- [YOUR TASK]: Which lines below hold the word "place"? Copy all of them.

- [PROVIDED DATA]:
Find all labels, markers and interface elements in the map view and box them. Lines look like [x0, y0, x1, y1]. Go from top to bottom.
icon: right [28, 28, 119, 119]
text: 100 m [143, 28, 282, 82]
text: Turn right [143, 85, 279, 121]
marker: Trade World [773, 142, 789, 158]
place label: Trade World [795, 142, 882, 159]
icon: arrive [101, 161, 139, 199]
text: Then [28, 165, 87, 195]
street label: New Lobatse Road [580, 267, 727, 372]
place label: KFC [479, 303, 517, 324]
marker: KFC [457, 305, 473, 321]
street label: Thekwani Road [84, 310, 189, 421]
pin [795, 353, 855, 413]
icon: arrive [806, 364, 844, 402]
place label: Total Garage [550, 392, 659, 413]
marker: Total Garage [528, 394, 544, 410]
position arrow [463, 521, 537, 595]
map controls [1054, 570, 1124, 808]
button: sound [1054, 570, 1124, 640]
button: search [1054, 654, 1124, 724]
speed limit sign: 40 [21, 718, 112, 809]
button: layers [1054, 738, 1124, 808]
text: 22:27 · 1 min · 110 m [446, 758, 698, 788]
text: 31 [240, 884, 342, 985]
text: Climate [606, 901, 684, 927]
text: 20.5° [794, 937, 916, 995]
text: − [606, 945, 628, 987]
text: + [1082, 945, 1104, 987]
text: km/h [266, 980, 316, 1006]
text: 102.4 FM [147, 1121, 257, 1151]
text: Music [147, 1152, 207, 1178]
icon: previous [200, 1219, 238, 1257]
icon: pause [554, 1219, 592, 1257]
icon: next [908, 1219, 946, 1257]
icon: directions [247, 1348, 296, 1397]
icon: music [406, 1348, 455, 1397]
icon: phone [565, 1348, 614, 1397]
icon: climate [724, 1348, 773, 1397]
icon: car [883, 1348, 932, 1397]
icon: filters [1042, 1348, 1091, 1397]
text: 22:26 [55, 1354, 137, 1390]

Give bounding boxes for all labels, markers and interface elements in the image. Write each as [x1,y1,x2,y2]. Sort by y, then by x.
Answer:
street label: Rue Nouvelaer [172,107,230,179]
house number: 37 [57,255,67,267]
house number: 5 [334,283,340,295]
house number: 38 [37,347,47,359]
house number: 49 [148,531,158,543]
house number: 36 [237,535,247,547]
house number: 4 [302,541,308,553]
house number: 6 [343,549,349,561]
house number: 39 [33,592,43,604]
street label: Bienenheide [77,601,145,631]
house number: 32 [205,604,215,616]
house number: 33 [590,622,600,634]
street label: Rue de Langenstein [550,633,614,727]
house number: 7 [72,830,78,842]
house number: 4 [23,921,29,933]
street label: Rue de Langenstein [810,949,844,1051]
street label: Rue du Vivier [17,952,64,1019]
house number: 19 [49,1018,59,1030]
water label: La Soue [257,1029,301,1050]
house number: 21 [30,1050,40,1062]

- [YOUR SOLUTION]:
place label: Trade World [795, 142, 882, 159]
place label: KFC [479, 303, 517, 324]
place label: Total Garage [550, 392, 659, 413]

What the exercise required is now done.